Your task: Filter the listing and keep only the lines with the word "family".
*** Source data Section Begins ***
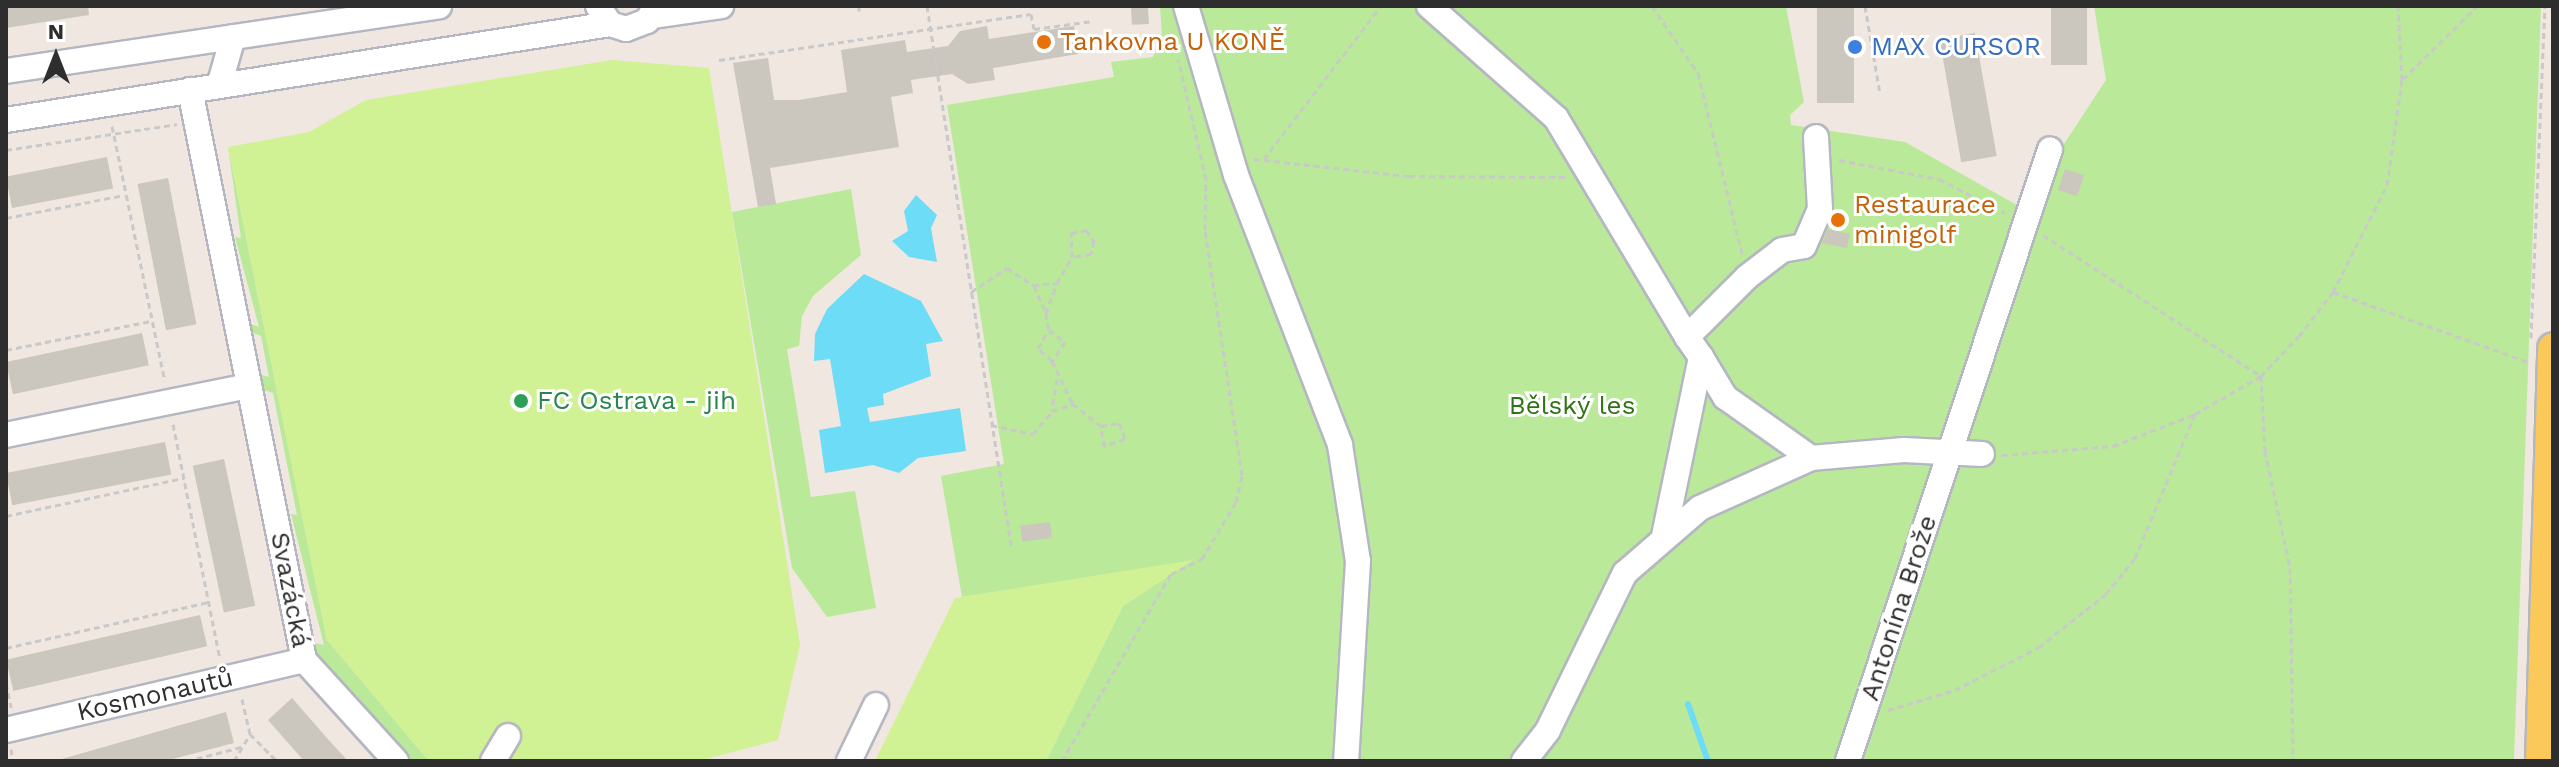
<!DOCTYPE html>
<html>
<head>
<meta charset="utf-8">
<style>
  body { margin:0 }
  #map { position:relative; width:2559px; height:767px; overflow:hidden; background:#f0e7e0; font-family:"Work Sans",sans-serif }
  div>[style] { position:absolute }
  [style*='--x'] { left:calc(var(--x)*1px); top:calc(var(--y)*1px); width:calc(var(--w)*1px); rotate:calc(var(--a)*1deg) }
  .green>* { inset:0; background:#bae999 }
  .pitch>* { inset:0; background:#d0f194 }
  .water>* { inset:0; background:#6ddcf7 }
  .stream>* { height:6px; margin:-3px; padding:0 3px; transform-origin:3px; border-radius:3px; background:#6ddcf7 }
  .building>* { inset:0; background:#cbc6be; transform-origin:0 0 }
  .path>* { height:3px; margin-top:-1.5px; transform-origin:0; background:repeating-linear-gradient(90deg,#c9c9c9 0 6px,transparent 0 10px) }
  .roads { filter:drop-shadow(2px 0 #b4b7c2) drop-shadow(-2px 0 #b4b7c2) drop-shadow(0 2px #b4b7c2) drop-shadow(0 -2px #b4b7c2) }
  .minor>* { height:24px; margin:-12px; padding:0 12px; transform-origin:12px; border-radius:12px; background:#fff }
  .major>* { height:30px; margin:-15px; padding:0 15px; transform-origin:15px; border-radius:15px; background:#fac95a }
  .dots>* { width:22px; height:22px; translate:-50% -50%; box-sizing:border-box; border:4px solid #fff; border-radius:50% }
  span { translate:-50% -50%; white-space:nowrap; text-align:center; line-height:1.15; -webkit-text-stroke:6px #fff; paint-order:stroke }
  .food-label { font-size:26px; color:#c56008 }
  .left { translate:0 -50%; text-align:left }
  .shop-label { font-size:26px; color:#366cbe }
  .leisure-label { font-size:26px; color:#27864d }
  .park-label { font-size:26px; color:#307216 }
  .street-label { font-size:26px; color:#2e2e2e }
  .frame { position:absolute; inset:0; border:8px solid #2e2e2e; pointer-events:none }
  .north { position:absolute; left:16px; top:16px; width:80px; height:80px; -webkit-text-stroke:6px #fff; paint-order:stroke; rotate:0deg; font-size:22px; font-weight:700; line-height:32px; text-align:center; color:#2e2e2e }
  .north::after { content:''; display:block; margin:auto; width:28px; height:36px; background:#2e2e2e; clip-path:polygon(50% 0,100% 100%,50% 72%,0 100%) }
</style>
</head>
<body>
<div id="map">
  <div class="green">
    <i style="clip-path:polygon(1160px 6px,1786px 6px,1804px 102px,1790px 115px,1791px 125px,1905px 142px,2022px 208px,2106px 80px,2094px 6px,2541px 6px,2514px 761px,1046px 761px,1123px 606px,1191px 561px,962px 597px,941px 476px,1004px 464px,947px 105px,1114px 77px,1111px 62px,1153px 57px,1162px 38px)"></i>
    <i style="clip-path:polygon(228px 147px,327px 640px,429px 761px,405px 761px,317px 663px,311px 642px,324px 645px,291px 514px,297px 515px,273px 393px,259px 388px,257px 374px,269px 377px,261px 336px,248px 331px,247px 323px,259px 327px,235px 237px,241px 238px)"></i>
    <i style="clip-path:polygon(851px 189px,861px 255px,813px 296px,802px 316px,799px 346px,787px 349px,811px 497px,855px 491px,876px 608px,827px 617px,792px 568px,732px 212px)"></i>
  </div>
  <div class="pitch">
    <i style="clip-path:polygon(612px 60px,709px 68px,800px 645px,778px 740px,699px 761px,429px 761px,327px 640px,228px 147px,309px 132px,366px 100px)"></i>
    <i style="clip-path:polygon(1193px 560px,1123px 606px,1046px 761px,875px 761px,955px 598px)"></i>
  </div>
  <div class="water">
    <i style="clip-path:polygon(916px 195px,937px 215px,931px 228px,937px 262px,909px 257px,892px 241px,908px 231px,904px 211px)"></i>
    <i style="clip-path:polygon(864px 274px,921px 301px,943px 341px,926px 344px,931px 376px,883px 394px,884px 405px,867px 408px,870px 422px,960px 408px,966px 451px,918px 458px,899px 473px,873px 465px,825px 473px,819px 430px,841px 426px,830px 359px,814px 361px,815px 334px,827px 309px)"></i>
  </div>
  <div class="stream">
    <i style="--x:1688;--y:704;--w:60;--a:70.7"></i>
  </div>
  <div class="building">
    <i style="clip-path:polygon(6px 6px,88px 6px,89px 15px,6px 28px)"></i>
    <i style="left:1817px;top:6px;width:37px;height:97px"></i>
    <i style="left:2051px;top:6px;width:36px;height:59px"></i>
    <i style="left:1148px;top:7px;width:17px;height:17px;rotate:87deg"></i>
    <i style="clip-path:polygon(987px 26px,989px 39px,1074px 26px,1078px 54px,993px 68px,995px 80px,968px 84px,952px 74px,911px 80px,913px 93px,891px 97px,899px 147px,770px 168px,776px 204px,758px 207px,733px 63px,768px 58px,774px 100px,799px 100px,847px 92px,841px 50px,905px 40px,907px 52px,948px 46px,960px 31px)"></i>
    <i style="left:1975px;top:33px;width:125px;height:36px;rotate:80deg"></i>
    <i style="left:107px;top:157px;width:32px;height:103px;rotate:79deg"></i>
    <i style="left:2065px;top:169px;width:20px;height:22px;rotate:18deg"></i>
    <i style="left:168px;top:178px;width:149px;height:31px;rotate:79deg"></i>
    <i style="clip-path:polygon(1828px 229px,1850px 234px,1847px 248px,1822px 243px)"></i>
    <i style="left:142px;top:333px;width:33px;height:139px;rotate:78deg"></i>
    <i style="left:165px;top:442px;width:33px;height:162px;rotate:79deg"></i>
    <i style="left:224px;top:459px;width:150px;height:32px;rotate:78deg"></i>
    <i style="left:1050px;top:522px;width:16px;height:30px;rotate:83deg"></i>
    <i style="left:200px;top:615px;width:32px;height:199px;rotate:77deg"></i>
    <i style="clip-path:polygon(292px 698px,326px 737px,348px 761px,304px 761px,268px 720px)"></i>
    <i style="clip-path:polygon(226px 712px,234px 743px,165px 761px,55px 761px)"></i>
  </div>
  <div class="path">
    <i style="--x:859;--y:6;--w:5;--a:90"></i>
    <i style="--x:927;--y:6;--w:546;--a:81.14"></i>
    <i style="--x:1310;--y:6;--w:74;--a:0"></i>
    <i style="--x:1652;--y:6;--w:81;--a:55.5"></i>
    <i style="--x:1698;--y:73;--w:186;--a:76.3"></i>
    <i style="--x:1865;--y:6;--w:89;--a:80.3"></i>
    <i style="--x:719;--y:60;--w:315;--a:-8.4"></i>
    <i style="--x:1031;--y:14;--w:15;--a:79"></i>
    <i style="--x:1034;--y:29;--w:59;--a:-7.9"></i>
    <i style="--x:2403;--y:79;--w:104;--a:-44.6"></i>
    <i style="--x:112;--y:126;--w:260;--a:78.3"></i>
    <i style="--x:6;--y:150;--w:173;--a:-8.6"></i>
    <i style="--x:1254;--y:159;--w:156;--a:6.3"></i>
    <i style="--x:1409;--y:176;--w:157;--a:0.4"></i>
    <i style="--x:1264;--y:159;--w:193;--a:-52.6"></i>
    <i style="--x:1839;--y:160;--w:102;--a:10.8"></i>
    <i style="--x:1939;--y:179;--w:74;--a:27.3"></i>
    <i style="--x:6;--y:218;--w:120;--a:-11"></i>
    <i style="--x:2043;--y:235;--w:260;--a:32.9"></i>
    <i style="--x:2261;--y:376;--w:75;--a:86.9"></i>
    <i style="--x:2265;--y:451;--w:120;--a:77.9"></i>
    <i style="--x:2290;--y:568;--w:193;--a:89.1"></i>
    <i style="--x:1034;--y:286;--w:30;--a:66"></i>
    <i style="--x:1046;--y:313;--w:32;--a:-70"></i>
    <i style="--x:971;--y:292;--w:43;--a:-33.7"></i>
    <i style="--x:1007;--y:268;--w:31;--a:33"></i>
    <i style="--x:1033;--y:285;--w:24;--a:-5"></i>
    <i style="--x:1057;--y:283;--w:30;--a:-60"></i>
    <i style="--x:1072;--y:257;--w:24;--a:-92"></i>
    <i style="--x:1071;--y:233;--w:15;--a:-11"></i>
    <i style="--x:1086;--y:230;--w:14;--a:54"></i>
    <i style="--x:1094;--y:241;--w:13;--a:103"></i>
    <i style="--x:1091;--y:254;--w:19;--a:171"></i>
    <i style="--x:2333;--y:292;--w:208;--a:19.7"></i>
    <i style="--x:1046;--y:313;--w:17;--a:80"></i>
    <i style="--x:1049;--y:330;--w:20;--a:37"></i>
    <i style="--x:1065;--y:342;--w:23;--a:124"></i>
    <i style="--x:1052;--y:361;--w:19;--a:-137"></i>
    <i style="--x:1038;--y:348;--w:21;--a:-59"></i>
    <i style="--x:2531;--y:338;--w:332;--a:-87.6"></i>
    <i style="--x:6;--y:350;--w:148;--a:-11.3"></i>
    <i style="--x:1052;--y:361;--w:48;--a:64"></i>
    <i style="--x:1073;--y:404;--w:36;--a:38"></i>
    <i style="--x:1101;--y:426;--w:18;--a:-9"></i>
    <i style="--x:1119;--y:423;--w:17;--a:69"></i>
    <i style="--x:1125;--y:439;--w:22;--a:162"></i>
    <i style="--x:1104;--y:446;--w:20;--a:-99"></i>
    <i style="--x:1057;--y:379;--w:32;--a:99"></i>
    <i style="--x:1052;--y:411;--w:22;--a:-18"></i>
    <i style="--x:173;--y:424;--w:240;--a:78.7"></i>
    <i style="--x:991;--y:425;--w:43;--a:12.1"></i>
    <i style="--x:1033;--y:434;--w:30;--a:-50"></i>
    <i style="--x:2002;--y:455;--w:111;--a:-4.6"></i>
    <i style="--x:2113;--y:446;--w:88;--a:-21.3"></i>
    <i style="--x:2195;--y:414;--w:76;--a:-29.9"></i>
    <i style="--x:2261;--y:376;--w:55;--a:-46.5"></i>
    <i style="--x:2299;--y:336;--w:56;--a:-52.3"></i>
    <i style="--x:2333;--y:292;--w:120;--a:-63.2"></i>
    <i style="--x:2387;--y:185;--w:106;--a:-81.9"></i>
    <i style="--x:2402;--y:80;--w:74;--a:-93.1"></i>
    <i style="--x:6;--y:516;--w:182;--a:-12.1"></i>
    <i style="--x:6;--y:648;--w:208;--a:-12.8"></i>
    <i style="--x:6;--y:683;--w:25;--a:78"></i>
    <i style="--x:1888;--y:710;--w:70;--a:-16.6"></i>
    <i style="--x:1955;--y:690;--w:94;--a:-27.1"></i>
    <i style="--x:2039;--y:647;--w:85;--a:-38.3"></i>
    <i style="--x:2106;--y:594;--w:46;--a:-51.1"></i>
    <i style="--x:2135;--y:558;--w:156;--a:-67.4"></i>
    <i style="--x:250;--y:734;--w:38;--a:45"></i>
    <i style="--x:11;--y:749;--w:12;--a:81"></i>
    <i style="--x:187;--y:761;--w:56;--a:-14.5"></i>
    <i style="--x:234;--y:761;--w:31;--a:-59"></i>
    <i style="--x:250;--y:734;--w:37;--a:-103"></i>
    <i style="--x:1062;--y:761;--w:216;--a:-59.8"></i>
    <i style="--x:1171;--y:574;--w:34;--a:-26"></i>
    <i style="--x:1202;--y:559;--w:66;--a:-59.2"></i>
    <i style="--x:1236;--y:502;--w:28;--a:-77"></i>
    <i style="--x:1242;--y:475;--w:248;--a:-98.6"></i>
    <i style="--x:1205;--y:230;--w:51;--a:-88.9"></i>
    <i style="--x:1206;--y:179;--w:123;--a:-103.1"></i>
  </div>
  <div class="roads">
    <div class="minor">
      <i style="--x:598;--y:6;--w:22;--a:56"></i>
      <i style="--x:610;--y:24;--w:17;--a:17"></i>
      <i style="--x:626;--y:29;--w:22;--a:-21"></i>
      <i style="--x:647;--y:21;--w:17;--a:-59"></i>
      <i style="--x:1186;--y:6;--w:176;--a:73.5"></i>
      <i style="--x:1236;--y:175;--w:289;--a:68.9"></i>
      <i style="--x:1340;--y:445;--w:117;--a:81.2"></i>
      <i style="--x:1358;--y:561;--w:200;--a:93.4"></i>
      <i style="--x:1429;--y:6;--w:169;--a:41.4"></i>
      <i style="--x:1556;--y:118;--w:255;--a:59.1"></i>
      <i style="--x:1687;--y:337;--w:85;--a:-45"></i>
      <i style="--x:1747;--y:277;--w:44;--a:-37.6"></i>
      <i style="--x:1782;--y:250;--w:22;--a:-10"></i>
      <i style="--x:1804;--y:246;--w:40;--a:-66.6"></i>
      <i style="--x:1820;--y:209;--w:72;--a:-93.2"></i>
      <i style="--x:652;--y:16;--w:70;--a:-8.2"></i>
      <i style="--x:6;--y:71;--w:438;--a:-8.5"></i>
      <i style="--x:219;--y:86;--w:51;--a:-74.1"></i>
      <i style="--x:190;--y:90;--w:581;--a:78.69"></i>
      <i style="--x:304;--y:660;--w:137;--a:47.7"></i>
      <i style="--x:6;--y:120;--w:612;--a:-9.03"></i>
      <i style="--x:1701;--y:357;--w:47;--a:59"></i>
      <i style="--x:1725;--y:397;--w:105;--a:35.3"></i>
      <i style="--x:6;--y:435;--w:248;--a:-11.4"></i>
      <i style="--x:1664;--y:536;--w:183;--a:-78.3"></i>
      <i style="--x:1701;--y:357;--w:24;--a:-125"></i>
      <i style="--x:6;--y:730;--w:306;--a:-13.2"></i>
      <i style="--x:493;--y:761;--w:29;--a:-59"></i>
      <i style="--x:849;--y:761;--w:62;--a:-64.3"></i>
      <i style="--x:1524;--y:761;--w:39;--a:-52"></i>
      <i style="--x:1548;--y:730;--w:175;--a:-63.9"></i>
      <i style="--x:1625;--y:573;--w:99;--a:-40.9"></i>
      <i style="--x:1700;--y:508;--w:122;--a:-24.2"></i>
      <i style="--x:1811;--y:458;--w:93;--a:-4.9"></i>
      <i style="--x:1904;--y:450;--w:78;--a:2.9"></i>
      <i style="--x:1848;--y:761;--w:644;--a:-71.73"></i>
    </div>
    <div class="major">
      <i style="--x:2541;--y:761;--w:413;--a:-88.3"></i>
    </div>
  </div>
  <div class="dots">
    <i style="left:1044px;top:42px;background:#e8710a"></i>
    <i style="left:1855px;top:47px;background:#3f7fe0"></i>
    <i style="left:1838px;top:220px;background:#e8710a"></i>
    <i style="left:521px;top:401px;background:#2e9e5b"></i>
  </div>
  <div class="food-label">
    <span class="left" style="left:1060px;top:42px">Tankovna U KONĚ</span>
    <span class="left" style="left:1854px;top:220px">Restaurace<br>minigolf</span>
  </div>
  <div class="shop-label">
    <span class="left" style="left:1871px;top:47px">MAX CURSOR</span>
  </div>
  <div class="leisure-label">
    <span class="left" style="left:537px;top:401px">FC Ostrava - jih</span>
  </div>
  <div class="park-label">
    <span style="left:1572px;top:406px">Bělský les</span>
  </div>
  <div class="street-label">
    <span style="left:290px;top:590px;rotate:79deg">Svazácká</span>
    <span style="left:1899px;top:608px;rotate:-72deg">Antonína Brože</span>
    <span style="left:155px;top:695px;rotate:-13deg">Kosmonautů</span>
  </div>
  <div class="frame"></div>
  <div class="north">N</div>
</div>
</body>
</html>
*** Source data Section Ends ***
*** Source data Section Begins ***
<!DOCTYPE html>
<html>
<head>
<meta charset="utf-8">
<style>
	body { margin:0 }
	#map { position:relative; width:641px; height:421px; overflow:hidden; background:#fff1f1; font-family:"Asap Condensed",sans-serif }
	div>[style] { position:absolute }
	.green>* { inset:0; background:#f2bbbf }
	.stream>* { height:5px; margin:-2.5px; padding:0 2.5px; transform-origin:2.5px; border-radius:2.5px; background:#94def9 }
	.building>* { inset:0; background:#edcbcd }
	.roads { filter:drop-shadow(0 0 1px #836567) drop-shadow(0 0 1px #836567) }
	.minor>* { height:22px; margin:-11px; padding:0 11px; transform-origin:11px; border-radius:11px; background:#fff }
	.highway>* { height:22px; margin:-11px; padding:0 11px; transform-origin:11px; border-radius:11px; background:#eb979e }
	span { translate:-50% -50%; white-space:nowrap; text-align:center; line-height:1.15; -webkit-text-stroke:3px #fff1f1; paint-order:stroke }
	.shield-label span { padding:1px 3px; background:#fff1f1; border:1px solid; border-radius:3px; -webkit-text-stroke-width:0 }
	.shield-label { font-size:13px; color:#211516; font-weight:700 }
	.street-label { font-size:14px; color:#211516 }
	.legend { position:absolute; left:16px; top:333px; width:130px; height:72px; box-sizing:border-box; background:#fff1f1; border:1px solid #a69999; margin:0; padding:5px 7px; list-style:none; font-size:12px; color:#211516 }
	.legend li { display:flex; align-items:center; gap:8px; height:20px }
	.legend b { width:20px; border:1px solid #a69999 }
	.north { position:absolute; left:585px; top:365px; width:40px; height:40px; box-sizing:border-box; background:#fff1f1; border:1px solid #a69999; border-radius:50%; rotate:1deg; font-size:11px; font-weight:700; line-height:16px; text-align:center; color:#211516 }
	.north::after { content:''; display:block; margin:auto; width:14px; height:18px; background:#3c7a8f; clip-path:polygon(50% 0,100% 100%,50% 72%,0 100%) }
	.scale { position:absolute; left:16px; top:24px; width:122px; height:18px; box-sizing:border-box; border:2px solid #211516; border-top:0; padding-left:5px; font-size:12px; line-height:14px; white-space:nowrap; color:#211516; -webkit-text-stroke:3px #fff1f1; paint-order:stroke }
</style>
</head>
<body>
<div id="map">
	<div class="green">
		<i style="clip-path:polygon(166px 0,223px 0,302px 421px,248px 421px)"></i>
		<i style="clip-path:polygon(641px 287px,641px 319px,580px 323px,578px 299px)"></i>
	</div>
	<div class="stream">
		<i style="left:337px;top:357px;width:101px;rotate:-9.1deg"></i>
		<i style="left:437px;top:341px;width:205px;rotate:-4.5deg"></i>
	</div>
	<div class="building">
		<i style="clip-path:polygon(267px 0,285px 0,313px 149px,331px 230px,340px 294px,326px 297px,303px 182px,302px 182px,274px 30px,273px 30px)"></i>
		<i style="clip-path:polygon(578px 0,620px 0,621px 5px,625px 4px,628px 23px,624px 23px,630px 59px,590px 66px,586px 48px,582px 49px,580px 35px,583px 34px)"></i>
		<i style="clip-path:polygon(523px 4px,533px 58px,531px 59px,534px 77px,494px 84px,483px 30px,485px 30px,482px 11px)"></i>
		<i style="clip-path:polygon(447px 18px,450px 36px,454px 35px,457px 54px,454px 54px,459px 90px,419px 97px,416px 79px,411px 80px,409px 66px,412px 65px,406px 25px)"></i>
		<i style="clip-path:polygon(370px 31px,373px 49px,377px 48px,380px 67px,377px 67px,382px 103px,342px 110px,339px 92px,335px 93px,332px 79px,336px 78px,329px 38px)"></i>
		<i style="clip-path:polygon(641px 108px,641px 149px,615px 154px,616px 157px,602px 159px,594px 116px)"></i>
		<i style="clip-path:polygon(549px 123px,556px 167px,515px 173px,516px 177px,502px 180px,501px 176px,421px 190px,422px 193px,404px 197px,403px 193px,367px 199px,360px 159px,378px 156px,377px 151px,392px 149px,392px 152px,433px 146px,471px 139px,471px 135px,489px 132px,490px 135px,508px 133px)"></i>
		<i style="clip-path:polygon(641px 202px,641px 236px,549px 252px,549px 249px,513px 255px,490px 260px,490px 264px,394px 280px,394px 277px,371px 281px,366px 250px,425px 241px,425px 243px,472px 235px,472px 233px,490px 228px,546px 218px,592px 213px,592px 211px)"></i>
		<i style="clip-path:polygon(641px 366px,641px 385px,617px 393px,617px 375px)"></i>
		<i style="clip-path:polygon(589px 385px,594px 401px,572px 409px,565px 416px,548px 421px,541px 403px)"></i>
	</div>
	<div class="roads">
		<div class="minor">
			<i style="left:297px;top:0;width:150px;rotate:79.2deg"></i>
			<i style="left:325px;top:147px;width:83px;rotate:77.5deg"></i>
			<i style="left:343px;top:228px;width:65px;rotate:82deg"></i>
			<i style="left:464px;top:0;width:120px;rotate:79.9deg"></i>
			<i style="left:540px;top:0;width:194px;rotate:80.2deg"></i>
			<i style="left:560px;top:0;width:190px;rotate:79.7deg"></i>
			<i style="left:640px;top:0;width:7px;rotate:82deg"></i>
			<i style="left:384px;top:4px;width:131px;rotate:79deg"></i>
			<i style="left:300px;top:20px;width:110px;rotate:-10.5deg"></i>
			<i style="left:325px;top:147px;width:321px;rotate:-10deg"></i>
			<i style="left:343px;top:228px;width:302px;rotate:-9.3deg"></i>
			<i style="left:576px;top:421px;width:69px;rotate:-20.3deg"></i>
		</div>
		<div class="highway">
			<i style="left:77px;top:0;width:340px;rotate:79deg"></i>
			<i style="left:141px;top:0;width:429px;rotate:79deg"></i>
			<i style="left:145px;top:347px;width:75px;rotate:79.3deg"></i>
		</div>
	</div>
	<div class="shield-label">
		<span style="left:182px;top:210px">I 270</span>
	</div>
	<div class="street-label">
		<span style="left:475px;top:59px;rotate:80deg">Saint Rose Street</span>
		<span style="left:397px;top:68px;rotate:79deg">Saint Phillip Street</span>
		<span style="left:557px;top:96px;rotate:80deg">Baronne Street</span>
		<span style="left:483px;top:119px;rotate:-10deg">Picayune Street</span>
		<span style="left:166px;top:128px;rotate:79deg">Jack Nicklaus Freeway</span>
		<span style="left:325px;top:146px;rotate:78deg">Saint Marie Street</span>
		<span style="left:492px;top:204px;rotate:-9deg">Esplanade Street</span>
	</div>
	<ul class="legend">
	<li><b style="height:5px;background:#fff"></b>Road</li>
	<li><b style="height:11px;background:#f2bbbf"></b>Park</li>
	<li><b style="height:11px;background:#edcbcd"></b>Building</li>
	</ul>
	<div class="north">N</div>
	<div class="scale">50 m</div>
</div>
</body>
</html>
*** Source data Section Ends ***
Problem solution:
  #map { position:relative; width:2559px; height:767px; overflow:hidden; background:#f0e7e0; font-family:"Work Sans",sans-serif }
	#map { position:relative; width:641px; height:421px; overflow:hidden; background:#fff1f1; font-family:"Asap Condensed",sans-serif }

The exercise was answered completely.